The October 7 attack on the people of Israel by agents of Hamas included an indiscriminate rain of missiles on towns and villages, the brutal door-to-door hunt and murder of unarmed civilians, rapes, mutilations, and kidnappings. Some of the victims were American citizens. All civilized people have condemned these atrocities. But not all American college students and faculty members. Instead, a significant faction of the academy has celebrated the atrocities as an act of “decolonization,” “resistance,” or legitimate expression of grievance.
Many college and university presidents, and others in positions of campus authority, have either remained silent in the face of these celebrations of barbarity or have issued temporizing statements that take care not to condemn the views of those who endorse the terrorist attacks.
While there is room for debate about Israel’s policies towards Palestinians in general, there is no legitimate room for debate over Hamas—a terrorist organization dedicated to the destruction of Israel and the Jewish people. Temporizing with terrorists or coddling their sympathizers only produces more terrorists and more atrocities.

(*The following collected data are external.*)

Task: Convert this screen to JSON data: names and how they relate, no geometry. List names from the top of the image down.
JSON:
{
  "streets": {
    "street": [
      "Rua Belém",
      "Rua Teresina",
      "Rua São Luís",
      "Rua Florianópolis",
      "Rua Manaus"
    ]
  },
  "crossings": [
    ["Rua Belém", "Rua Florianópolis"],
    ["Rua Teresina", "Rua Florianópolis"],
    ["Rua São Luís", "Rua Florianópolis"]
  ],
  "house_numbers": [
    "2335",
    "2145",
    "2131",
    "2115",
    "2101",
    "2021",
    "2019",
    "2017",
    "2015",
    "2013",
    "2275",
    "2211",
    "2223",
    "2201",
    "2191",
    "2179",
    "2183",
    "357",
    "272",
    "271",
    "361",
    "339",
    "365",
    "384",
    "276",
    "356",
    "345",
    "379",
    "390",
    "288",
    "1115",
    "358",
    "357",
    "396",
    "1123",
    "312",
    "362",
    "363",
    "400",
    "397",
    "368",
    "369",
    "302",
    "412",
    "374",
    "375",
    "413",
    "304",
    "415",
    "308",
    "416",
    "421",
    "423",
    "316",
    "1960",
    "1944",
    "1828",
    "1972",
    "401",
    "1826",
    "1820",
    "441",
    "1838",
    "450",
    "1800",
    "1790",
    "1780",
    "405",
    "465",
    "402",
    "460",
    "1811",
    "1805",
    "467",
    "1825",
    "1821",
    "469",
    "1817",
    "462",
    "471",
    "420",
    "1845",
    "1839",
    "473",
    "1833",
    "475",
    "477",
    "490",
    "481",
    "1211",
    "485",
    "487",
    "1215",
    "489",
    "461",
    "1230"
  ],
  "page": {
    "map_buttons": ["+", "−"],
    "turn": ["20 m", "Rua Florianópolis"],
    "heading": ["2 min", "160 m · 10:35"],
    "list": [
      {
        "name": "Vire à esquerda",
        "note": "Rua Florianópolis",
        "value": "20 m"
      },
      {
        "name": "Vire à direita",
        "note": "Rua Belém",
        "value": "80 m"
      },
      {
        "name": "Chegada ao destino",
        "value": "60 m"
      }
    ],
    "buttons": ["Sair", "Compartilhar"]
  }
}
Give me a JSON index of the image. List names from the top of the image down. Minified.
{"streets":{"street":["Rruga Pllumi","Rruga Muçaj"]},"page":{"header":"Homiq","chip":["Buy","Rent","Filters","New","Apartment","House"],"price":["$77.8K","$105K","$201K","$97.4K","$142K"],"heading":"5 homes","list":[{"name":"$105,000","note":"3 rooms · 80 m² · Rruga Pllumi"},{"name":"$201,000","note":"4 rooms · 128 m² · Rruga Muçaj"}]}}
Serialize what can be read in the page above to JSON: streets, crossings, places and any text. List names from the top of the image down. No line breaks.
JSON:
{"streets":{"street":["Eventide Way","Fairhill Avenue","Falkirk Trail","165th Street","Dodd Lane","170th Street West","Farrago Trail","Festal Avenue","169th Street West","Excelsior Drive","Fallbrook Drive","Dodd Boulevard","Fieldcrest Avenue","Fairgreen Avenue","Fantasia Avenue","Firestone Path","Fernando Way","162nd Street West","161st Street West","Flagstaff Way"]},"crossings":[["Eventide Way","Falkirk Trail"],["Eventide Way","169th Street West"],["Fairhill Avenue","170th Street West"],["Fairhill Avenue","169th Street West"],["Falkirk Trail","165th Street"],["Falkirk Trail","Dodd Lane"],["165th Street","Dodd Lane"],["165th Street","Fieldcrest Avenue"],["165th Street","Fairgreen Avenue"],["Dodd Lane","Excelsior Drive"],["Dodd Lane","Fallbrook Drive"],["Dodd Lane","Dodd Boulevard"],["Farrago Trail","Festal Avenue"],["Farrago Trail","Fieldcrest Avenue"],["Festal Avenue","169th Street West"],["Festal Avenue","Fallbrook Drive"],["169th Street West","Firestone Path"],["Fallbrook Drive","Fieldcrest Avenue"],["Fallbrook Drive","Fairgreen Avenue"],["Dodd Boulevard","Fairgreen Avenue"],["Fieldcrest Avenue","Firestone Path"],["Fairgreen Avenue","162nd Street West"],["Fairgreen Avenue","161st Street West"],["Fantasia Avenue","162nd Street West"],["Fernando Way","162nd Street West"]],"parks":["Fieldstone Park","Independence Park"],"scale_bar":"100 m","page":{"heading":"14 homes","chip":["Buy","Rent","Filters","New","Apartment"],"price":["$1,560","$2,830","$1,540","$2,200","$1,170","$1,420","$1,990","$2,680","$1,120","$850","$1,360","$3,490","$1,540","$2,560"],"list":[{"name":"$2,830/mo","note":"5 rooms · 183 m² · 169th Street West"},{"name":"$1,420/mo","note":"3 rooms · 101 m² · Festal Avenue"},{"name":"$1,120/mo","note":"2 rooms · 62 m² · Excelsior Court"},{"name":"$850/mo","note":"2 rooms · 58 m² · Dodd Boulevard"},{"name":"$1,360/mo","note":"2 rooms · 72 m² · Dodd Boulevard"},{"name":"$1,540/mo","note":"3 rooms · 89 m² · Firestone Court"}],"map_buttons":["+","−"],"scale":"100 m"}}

That said, college students and faculty members have a right to express their opinions peacefully. We at the National Association of Scholars must walk a fine line between respecting the rights of students and faculty members to say abhorrent things, and the need to express the countervailing force of civilized condemnation. What does it mean to tolerate speech while condemning its content? It means to live in the tension of two ideals that sometimes clash. We can and will hold the apologists for terror accountable for their efforts to make atrocities an acceptable part of political disagreement. But we will not reciprocate by silencing them.
The moment calls for something more than a response to the individual students, student groups, and faculty members who have spoken out in support of Hamas or against Israel. Numerous observers have now made the point that the atrocities committed by Hamas have provided a moment of reckoning for American higher education. An unmistakable line has appeared between the apologists for gruesome terror and supporters of civilization. It is the line between those who sow moral confusion and those who uphold a basic moral order.
Anyone who cannot draw a compelling distinction between the agents of Hamas, who behead babies, and the agents of Israel, who are attempting to defeat Hamas, forfeits the respect due to those who hold positions of authority in our institutions. By all means, let those who justify and celebrate evil display exhibit themselves publicly and express their views. But they should not do so with the expectation that their colleges and universities will treat this as an excess of youthful exuberance or coherent protest against what they see as “settler colonialism.”
But here another element comes into play. How does it happen that so many students in our elite colleges and universities deploy terms such as “settler colonialism” to characterize the state of Israel and to invalidate the rights of Israeli citizens? Have they studied Middle Eastern history in any depth? Apparently not, but they have certainly encountered—and uncritically absorbed—the clichés of the anti-Semitic left. That has happened in their college classrooms.
The National Association of Scholars has for many years pointed to the growing domination of college campuses by proponents of anti-democratic, anti-American, and anti-Western ideologues. The results of that domination extend far beyond the current war and its tensions. We have kept our eyes on adversaries of the United States such as China, Russia, and Iran, who have gained privileged access to our universities. That includes actual members of Hamas studying with student visas arranged by our universities.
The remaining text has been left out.